First thing's first:

Black History Month is BULLSHIT.

Seriously now... do we need an entire month? You could fit everything important enough to memorialize into like, three days, max. And really, since we already have a MLK Jr. day, that cuts it down to two.

I'm just trying to be economical here, folks. And look at it like this: No job in the world is going to give you a whole month off to celebrate, but if we turned it into two extra days (say, one for black inventors, and another for Tupac or something)? You bet your ass we'd get those off.

"Oh boy, it's Tupac day tomorrow, we get to stay home, yaaay!"

Unless you're the punk po-lice, that is. If that's the case, then fuck you, you get to work. And by work, I mean be a huge pain in the ass by writing bullshit tickets and stealing people's cars. On Tupac day of all days!? HAVE YOU NO HEART?



...anyway, I realize that there are a few people out there who just like to have pointless month-long celebrations for no reason. I'm not trying to be the bad guy here, so I've already come up with a more than worthy replacement for black history month:


STABBING WESTWARD IS FUCKING AWESOME month, or SWIFA month for short. See how much easier that is to pronounce, and spell? And what's more, they released four albums, one for every week. It's like... destiny.


Week One: Ungod Week







This week is slightly less industrial than the week to follow, though roughly equally as industrial as the week to follow that. Activities will include being an angry, jilted lover.


Week Two: Wither, Blister, Burn and Peel Week (or WBBP week for short)
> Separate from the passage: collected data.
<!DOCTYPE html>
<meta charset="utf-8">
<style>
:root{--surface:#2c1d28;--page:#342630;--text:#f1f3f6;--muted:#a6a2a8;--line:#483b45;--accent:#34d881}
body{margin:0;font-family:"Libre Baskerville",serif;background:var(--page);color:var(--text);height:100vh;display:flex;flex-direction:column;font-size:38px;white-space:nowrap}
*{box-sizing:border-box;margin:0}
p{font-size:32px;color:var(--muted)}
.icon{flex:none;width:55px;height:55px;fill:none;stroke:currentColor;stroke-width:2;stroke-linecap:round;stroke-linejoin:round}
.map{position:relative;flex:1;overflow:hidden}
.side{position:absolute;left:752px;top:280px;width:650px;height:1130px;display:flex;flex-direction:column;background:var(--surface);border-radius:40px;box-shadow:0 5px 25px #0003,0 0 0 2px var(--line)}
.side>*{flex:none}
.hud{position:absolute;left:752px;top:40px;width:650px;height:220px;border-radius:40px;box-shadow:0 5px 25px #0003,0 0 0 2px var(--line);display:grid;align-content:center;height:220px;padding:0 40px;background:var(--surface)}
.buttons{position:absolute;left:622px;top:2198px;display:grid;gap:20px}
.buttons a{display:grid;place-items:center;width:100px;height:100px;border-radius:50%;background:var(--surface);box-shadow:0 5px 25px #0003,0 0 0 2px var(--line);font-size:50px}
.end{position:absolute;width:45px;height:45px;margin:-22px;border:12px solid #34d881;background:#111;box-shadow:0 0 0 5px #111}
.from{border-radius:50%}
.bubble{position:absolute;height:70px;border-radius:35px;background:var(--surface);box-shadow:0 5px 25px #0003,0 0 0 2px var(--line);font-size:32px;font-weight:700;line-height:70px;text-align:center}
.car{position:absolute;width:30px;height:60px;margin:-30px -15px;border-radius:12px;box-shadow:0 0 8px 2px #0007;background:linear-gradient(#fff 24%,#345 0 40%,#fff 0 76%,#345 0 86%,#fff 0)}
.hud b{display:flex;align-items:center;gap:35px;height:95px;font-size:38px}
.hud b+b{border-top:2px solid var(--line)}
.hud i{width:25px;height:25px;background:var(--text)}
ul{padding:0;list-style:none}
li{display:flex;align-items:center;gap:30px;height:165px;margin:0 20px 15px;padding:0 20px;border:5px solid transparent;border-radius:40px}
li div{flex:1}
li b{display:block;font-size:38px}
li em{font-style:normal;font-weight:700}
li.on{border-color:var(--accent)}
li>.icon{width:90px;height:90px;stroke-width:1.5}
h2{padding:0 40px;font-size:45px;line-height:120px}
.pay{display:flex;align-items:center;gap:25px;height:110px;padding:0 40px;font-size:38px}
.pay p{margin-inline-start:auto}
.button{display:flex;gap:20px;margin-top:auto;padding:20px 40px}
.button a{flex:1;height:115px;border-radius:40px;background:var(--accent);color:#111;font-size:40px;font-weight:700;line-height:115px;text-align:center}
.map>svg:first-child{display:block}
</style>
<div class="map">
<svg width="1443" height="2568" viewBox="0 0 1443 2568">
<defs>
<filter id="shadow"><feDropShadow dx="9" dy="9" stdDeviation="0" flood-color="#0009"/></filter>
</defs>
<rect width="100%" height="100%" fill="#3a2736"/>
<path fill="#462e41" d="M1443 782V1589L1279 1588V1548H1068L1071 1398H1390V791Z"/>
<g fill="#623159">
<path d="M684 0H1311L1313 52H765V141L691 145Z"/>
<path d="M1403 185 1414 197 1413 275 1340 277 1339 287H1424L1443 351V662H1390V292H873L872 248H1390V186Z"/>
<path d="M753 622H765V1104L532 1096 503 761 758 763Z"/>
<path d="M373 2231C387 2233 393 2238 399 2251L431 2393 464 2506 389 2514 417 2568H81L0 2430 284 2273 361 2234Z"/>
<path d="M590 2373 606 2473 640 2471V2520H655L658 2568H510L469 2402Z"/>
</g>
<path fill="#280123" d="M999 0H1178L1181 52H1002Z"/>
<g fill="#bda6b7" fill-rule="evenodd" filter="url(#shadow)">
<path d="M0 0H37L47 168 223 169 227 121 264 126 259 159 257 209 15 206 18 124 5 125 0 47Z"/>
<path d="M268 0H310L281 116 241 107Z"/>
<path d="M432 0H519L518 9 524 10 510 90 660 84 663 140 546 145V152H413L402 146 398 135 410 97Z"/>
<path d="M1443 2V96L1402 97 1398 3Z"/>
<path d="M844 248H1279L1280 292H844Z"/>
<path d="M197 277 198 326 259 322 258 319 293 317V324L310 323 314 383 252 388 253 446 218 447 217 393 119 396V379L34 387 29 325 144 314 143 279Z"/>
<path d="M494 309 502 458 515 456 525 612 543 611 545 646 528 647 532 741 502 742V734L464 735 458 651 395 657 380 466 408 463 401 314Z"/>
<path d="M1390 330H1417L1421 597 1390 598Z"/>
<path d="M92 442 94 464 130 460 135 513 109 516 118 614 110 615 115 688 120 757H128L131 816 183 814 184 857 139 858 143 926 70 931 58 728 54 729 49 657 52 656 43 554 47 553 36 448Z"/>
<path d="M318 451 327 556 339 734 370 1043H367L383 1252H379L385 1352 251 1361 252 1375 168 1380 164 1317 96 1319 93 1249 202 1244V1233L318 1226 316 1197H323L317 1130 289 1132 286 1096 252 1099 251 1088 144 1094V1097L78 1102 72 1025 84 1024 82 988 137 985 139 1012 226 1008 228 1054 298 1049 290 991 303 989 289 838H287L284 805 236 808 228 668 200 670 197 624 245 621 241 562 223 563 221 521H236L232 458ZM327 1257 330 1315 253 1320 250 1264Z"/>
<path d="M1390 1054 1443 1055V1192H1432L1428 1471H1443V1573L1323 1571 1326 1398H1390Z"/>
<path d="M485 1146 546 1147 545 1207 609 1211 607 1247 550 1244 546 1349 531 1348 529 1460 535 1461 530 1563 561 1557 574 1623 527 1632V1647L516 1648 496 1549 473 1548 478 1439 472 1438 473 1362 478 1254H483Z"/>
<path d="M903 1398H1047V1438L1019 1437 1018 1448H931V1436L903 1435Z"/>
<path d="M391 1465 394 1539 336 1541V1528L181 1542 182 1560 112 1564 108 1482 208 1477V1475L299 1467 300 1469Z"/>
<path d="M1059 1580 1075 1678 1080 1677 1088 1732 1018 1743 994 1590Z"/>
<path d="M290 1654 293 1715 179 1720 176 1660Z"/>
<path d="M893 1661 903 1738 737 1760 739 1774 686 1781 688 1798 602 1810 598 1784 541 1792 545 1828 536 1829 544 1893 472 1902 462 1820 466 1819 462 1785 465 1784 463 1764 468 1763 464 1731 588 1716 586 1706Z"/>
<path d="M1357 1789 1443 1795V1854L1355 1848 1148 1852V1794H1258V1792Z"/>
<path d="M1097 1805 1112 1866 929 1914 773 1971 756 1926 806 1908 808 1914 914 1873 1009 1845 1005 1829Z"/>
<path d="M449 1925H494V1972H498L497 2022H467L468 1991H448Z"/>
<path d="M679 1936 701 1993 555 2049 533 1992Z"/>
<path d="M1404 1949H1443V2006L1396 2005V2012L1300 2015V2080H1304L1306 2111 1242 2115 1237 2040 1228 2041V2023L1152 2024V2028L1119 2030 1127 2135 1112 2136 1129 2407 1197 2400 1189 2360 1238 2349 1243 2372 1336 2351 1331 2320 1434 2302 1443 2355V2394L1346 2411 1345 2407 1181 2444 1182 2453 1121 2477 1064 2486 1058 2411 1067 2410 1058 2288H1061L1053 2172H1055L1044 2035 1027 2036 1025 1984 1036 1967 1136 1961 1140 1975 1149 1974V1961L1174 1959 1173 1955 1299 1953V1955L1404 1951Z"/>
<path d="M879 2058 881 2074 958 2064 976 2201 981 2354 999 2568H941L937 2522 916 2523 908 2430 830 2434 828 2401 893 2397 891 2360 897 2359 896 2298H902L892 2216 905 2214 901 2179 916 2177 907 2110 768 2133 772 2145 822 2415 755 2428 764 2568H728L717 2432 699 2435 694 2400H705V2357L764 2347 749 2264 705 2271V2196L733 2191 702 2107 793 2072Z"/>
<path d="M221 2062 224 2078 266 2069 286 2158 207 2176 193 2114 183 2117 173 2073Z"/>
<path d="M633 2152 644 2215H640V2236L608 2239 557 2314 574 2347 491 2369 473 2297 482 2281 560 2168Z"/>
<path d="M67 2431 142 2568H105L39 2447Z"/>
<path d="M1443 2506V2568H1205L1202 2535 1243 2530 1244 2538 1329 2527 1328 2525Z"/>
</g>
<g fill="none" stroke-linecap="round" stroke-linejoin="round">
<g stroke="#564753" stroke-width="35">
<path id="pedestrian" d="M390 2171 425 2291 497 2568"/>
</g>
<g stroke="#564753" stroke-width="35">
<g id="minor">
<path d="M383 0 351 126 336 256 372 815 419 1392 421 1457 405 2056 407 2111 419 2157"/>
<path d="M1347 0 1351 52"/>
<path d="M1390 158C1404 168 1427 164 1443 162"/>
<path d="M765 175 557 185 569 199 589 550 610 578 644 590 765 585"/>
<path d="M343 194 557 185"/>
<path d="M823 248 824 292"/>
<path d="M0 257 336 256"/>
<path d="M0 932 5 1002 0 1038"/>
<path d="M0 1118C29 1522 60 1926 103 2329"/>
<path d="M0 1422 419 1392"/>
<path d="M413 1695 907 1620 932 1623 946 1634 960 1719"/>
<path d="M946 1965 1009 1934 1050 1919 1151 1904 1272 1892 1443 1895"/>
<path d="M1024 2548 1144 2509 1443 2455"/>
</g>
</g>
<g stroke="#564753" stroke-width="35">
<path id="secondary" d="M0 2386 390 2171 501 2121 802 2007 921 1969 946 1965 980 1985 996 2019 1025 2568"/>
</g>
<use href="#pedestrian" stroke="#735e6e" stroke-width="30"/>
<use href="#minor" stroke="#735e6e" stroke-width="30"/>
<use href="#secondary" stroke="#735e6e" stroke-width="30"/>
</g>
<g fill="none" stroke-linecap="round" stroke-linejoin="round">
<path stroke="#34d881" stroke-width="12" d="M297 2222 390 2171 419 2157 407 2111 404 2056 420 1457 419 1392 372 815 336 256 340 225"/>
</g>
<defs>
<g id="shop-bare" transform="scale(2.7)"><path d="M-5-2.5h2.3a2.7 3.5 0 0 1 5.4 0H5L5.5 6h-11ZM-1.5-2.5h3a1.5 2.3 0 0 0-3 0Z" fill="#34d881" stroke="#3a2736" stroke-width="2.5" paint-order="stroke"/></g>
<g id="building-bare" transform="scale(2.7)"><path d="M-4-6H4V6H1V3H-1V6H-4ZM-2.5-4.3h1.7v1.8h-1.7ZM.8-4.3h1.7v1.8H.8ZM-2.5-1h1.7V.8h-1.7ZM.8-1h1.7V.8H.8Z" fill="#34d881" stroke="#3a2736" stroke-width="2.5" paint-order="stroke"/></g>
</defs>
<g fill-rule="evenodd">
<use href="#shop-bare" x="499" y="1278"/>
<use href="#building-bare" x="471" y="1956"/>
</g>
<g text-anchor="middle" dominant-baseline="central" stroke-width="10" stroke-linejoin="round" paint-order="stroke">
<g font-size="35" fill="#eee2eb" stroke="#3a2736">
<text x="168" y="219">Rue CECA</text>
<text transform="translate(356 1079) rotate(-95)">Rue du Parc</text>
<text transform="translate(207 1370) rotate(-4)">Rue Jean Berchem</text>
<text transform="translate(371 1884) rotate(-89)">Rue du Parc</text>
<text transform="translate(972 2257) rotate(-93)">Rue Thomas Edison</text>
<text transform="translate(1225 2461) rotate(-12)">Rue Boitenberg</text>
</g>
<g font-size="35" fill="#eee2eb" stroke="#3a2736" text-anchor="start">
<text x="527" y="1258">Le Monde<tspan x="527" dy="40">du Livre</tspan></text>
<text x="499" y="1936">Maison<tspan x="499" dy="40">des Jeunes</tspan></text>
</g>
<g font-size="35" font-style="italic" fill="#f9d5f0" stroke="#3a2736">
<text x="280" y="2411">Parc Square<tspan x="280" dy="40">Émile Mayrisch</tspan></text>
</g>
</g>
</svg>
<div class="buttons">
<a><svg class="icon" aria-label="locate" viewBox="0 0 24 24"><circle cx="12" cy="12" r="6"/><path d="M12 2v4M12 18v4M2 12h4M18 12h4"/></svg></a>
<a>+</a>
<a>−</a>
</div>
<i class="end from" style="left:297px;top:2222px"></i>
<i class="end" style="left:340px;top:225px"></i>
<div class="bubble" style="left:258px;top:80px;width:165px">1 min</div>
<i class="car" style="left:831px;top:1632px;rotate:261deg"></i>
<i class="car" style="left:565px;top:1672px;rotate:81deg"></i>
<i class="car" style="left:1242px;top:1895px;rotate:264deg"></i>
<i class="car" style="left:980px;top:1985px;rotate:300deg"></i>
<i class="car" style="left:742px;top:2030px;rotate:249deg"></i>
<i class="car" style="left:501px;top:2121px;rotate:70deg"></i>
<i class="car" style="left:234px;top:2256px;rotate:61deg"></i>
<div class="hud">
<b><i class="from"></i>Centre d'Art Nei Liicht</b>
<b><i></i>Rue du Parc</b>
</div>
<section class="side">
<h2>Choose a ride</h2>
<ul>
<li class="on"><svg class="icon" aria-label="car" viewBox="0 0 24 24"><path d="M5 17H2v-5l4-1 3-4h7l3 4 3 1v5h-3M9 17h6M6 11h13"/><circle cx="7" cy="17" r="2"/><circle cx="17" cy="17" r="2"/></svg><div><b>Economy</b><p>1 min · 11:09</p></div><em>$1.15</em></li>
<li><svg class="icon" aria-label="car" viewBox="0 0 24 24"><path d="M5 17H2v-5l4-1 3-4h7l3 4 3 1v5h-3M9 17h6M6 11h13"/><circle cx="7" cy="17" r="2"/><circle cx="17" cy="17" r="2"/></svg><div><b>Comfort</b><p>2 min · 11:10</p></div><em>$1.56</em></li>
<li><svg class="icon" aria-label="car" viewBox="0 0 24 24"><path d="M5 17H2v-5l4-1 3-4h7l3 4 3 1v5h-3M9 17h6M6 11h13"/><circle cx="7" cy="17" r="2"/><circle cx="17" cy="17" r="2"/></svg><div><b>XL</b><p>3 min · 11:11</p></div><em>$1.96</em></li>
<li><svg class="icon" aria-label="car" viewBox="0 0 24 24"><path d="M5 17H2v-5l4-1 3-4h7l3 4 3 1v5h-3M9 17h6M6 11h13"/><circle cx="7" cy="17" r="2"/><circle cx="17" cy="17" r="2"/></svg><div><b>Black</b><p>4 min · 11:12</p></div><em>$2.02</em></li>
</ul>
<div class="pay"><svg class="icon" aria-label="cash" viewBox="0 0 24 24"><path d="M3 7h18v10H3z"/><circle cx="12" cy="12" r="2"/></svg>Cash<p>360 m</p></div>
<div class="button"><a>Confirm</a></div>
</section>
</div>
This week is the most industrial week of all, and what a wonderful week it is. Activities include drinking yourself into a coma, with brief periods of cutting yourself and sobbing into your pillow.


Week Three: Darkest Days Week






This is easily the best week for all of SWIFA month, and indeed, is just a goddamn awesome week in general. Activities include killing yourself.


Week Four: Self-Titled Week






This week has, by far, the faggiest... er, week cover. If you're a spoilsport and didn't partake in last week's activities, this week's agenda clearly lists reminiscing on love lost and moving on with your life.



So there you have it, folks. A suitable replacement for this tired, out-moded and racist Black History month, practically gift-wrapped and thrown right in your faces. You're welcome.